The novel studies examining interaction between individuals with ASD and interactive robots did not incorporate an NT group for comparison, but, because functional imaging research in NTs has shown comparable FFA activity for cat, cartoon, and human faces [31], we predict that they would also show similar patterns of functional activation for human and robot faces. In contrast, if individuals with ASD do not treat all faces similarly, we should be able to objectively demonstrate this through a comparison of asymmetry for human faces and robot faces in this population. Therefore, assessing lateralization patterns for human versus robot faces in both groups may contribute to an explanation for the increased interactions for robot over human counterparts in ASD.

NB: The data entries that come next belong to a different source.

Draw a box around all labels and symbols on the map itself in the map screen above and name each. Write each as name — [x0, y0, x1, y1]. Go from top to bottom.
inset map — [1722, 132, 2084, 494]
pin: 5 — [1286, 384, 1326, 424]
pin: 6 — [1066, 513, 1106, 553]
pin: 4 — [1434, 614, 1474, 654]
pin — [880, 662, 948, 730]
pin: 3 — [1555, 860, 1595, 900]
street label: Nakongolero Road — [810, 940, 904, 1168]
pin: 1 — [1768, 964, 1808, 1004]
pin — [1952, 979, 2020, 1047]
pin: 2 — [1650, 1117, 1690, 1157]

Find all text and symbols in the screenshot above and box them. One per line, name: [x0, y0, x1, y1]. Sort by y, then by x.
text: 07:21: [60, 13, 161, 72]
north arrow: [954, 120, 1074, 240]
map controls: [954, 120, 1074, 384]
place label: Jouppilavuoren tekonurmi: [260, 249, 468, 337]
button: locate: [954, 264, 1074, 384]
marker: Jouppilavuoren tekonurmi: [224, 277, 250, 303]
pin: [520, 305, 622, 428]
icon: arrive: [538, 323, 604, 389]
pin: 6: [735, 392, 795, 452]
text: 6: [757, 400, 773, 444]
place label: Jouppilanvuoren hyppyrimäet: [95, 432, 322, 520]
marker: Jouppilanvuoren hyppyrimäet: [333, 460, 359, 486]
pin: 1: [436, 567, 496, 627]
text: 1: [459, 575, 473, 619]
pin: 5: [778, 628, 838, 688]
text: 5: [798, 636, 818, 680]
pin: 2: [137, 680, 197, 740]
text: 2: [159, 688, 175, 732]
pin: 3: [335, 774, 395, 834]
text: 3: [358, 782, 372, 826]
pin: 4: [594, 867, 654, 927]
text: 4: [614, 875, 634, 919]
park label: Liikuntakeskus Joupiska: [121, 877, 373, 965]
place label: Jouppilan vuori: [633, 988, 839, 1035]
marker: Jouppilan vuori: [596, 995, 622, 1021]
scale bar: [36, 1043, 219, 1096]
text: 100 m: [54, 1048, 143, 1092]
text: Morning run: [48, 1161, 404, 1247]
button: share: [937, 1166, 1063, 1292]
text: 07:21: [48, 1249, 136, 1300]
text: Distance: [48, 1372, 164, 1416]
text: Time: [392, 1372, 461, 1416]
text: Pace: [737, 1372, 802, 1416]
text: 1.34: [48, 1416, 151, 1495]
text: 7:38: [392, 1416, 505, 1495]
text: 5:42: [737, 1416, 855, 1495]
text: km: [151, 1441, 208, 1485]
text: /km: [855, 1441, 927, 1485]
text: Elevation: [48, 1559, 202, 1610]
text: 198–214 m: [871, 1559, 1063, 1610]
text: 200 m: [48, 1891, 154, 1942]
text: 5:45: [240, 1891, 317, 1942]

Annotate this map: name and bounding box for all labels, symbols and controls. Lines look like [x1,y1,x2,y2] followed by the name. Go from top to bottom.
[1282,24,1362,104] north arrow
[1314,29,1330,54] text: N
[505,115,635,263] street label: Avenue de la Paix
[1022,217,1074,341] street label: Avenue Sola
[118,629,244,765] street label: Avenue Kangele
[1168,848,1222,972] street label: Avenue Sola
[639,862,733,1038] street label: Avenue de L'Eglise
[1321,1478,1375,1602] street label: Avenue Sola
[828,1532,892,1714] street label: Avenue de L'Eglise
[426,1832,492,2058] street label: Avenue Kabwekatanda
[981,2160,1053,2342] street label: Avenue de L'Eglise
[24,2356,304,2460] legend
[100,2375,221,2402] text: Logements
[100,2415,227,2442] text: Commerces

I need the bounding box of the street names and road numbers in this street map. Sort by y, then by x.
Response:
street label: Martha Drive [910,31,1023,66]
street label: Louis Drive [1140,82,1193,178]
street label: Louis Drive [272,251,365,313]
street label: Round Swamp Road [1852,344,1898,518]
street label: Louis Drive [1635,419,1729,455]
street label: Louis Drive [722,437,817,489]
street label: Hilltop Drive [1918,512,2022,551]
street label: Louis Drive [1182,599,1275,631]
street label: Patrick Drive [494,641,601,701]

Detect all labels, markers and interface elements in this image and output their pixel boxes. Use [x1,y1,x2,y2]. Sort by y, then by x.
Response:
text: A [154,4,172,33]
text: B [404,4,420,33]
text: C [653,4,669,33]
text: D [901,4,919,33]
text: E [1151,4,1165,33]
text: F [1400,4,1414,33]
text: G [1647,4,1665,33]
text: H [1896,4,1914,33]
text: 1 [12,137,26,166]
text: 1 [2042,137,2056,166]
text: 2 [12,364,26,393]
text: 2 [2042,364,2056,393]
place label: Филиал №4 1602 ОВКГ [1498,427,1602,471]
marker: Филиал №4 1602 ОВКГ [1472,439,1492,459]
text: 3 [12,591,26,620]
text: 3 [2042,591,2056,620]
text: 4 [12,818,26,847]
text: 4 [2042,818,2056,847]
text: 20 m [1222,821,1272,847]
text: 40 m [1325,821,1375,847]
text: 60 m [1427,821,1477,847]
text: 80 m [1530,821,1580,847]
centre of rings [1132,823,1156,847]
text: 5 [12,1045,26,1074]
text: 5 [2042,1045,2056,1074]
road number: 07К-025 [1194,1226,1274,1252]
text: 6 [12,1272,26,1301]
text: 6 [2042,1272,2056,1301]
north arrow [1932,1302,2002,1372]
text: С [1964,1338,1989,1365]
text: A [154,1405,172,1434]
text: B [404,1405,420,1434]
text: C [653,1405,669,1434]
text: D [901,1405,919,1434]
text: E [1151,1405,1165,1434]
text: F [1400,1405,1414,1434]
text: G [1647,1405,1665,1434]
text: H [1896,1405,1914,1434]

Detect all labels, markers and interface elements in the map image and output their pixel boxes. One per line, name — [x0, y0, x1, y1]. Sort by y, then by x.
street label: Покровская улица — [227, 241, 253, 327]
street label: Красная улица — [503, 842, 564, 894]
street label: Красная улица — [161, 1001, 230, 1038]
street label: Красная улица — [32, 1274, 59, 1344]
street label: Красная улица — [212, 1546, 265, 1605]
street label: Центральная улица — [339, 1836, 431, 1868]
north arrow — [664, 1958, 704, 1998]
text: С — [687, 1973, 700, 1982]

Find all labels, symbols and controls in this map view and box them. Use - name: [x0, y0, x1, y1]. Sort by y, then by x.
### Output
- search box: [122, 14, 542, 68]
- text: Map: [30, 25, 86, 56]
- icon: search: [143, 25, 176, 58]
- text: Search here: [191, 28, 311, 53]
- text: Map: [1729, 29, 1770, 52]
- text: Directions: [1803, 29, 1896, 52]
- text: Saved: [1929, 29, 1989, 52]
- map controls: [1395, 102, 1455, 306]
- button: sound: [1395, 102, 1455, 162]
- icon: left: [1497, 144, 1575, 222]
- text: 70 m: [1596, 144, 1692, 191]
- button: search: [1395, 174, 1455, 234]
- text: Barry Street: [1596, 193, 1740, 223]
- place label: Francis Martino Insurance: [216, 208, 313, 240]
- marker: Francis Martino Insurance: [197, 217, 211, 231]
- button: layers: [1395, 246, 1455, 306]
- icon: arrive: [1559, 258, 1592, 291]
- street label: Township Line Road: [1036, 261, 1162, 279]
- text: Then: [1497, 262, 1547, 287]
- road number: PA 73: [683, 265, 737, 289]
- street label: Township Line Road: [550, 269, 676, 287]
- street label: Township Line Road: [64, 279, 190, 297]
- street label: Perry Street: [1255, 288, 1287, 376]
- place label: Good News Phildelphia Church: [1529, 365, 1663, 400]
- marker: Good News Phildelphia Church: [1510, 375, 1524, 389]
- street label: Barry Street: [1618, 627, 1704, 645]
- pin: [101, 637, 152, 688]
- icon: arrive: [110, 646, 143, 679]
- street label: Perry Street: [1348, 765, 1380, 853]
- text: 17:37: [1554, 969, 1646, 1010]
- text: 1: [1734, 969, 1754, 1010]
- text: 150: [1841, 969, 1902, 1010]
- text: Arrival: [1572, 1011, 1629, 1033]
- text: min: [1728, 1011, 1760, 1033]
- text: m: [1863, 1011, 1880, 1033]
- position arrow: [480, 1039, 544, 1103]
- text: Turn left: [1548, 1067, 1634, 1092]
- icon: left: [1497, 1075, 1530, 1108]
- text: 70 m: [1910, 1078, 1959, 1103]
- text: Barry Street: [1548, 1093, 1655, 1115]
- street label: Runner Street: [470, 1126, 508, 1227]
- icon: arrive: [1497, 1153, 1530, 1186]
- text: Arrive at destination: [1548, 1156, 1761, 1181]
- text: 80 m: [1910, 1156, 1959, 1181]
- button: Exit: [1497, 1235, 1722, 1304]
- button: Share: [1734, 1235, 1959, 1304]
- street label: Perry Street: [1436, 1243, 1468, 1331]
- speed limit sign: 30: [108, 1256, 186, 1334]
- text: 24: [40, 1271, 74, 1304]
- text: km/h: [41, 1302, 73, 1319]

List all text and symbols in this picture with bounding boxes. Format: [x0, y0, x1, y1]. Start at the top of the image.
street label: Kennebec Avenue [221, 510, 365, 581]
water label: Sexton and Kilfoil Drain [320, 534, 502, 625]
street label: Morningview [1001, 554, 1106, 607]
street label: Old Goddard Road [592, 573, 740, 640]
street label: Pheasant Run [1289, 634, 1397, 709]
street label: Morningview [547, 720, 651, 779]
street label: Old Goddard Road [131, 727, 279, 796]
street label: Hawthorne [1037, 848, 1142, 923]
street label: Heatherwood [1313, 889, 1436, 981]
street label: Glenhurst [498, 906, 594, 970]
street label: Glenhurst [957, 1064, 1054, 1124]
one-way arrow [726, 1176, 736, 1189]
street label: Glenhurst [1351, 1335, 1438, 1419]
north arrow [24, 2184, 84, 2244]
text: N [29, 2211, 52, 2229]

FNIRS is a useful method for measuring and comparing cortical activation patterns in children and special populations because it allows participants to sit openly in a chair without being confined within a scanner or exposed to a magnetic field and loud noises. This noninvasive imaging technique has been used in individuals with ASD to assess interhemispheric connectivity during the resting state [32], and in prefrontal areas [33]and has suggested reduced connectivity in this population. In this preliminary experiment, we used fNIRS to compare the degree of asymmetry in the temporal-occipital regions in an ASD and an NT group for tasks that required processing of both human and robot faces. Because individuals with ASD show deficits in basic facial processing tasks, our first objective was to test the hypothesis that the ASD group in our sample would show reduced lateralization for human face stimuli relative to the NT group. Second, because individuals with ASD show improved interactions with robot faces, we wished to see whether these stimuli would show lateralization in the ASD group. Comparing patterns of activation for the robot faces in both groups could provide preliminary support for the successful use of robots in a clinical setting and encourage more effective methods of stimulating interaction.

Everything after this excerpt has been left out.